Collected data entries:
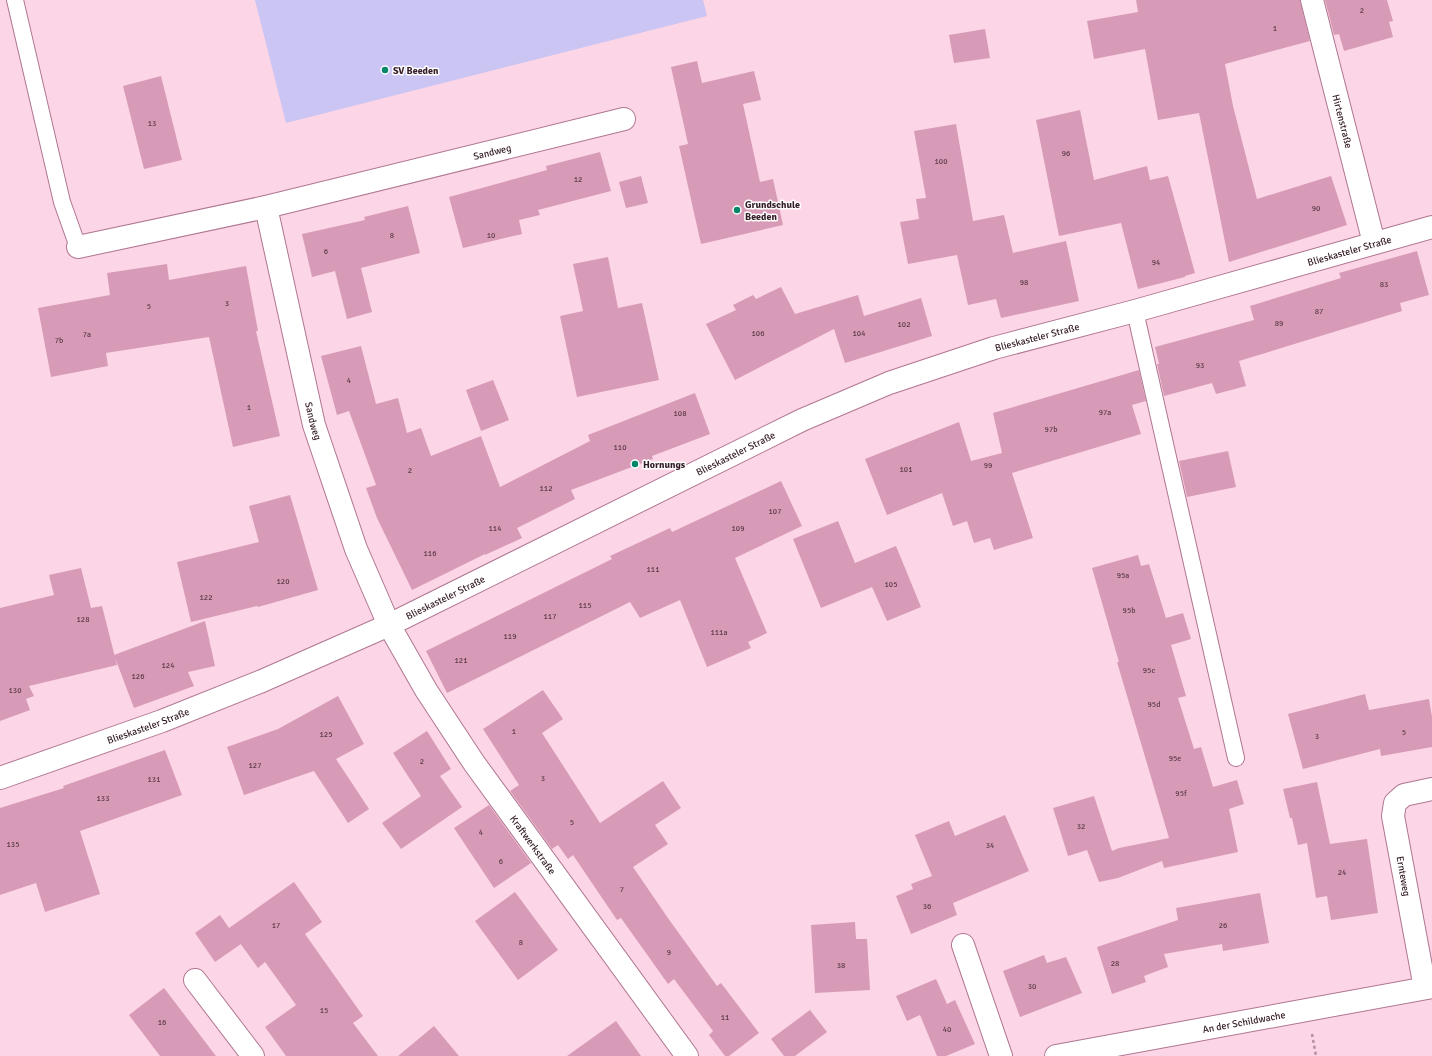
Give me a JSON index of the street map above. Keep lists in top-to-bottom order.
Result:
{
  "streets": {
    "street": [
      "Hirtenstraße",
      "Sandweg",
      "Blieskasteler Straße",
      "Kraftwerkstraße",
      "Ernteweg",
      "An der Schildwache"
    ]
  },
  "crossings": [
    ["Hirtenstraße", "Blieskasteler Straße"],
    ["Sandweg", "Blieskasteler Straße"],
    ["Sandweg", "Kraftwerkstraße"],
    ["Blieskasteler Straße", "Kraftwerkstraße"],
    ["Ernteweg", "An der Schildwache"]
  ],
  "places": ["SV Beeden", "Grundschule Beeden", "Hornungs"],
  "house_numbers": [
    "2",
    "1",
    "13",
    "96",
    "100",
    "12",
    "90",
    "8",
    "10",
    "6",
    "94",
    "98",
    "83",
    "3",
    "5",
    "87",
    "89",
    "102",
    "106",
    "104",
    "7a",
    "7b",
    "93",
    "4",
    "1",
    "97a",
    "108",
    "97b",
    "110",
    "99",
    "101",
    "2",
    "112",
    "107",
    "114",
    "109",
    "116",
    "111",
    "95a",
    "120",
    "105",
    "122",
    "115",
    "95b",
    "117",
    "128",
    "111a",
    "119",
    "121",
    "124",
    "95c",
    "126",
    "130",
    "95d",
    "1",
    "5",
    "125",
    "3",
    "95e",
    "2",
    "127",
    "3",
    "131",
    "95f",
    "133",
    "5",
    "32",
    "4",
    "135",
    "34",
    "6",
    "24",
    "7",
    "36",
    "17",
    "26",
    "8",
    "9",
    "28",
    "38",
    "30",
    "15",
    "11",
    "16",
    "40"
  ]
}
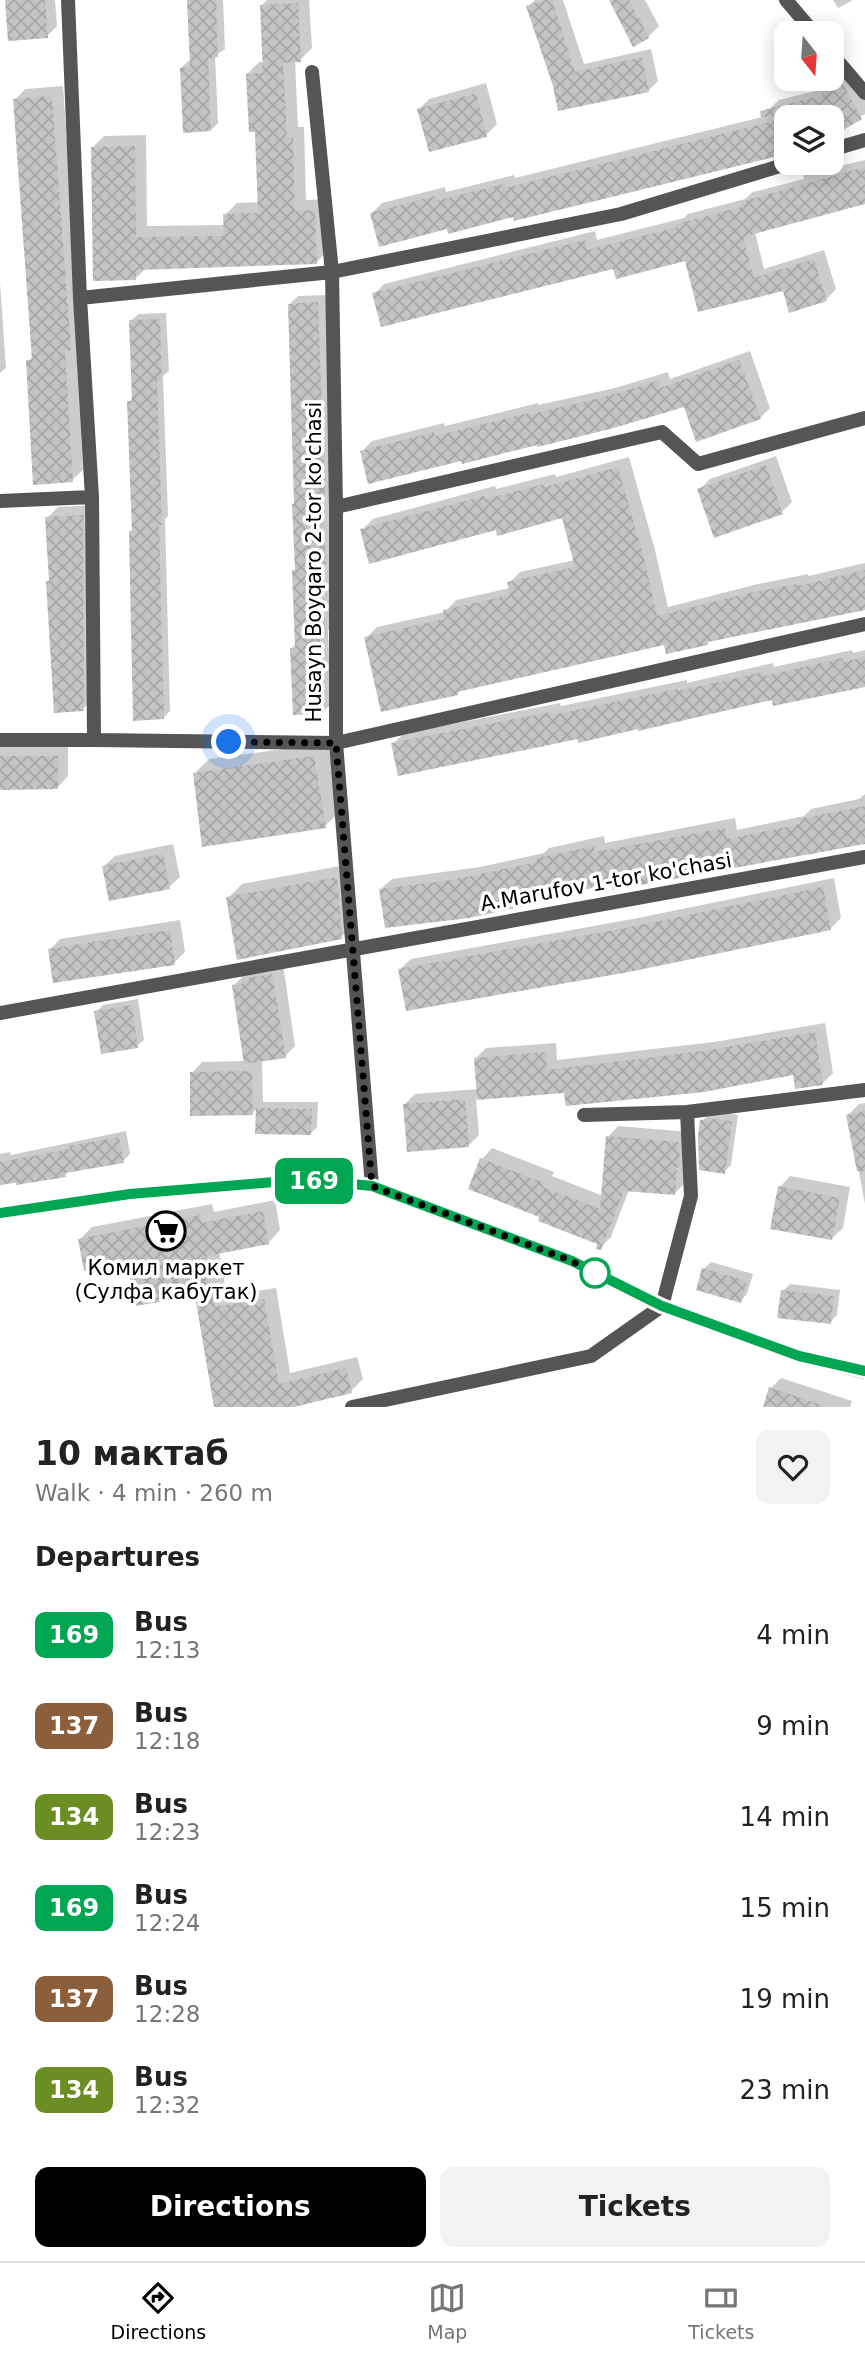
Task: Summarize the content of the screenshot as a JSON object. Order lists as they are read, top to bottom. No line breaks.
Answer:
{"streets":{"street":["Husayn Boyqaro 2-tor ko'chasi","A.Marufov 1-tor ko'chasi"]},"crossings":[["Husayn Boyqaro 2-tor ko'chasi","A.Marufov 1-tor ko'chasi"]],"places":{"supermarket":["Комил маркет (Сулфа кабутак)"]},"lines":["bus line 169"],"north":"bottom","page":{"on_map":"169","heading":[["10 мактаб","Walk · 4 min · 260 m"],"Departures"],"list":[{"mark":"169","name":"Bus","note":"12:13","value":"4 min"},{"mark":"137","name":"Bus","note":"12:18","value":"9 min"},{"mark":"134","name":"Bus","note":"12:23","value":"14 min"},{"mark":"169","name":"Bus","note":"12:24","value":"15 min"},{"mark":"137","name":"Bus","note":"12:28","value":"19 min"},{"mark":"134","name":"Bus","note":"12:32","value":"23 min"}],"buttons":["Directions","Tickets"],"tabs":["Directions","Map","Tickets"]}}
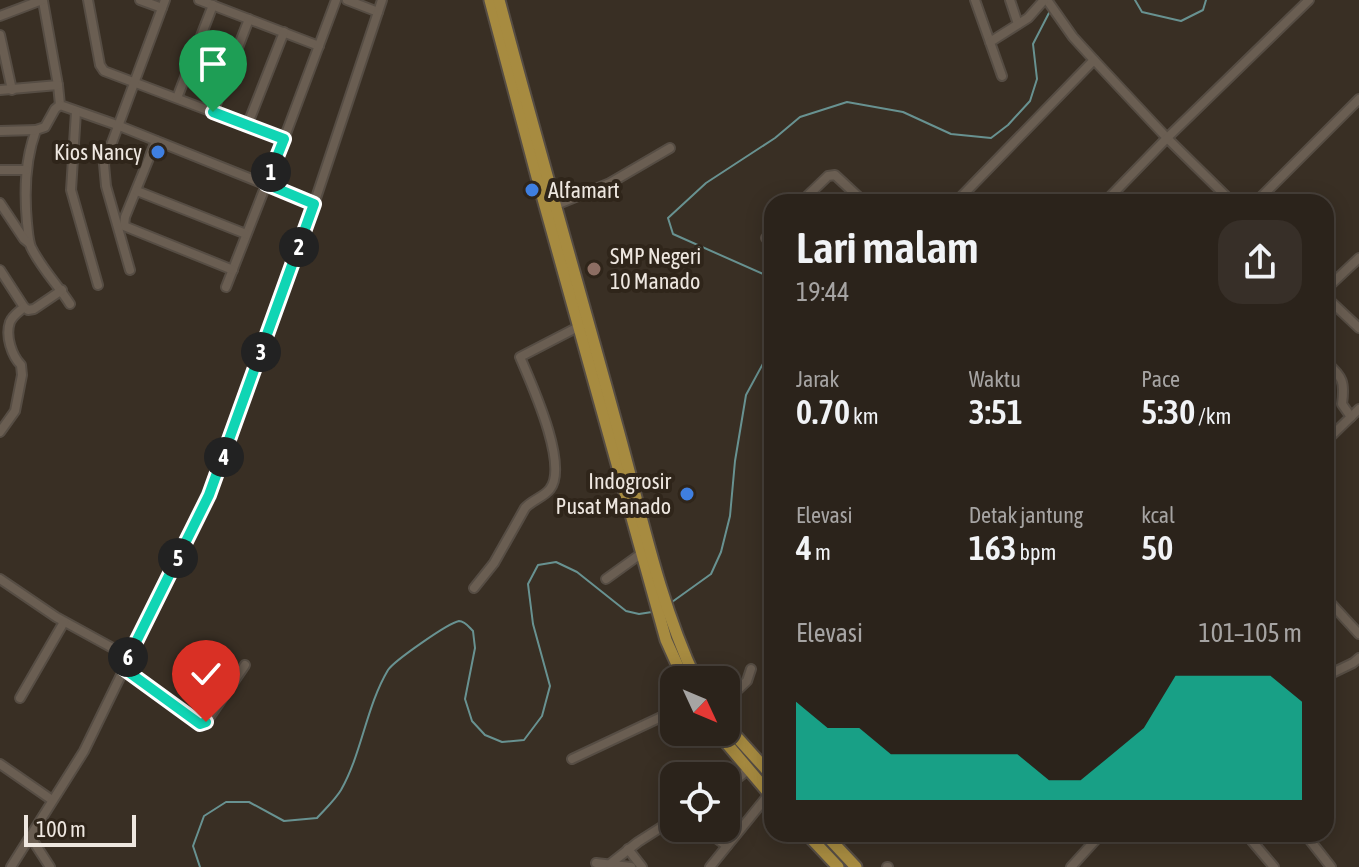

_Task item_: Exactly the lines from the one containing "Task: Summarize the" to the final line of the entries are wanted; please write them out, both ends included, but not the pictures.

_Exercise response_:
Task: Summarize the content of the screenshot as a JSON object. Order lists as they are read, top to bottom. No line breaks.
Answer:
{"streets":{"street":["Husayn Boyqaro 2-tor ko'chasi","A.Marufov 1-tor ko'chasi"]},"crossings":[["Husayn Boyqaro 2-tor ko'chasi","A.Marufov 1-tor ko'chasi"]],"places":{"supermarket":["Комил маркет (Сулфа кабутак)"]},"lines":["bus line 169"],"north":"bottom","page":{"on_map":"169","heading":[["10 мактаб","Walk · 4 min · 260 m"],"Departures"],"list":[{"mark":"169","name":"Bus","note":"12:13","value":"4 min"},{"mark":"137","name":"Bus","note":"12:18","value":"9 min"},{"mark":"134","name":"Bus","note":"12:23","value":"14 min"},{"mark":"169","name":"Bus","note":"12:24","value":"15 min"},{"mark":"137","name":"Bus","note":"12:28","value":"19 min"},{"mark":"134","name":"Bus","note":"12:32","value":"23 min"}],"buttons":["Directions","Tickets"],"tabs":["Directions","Map","Tickets"]}}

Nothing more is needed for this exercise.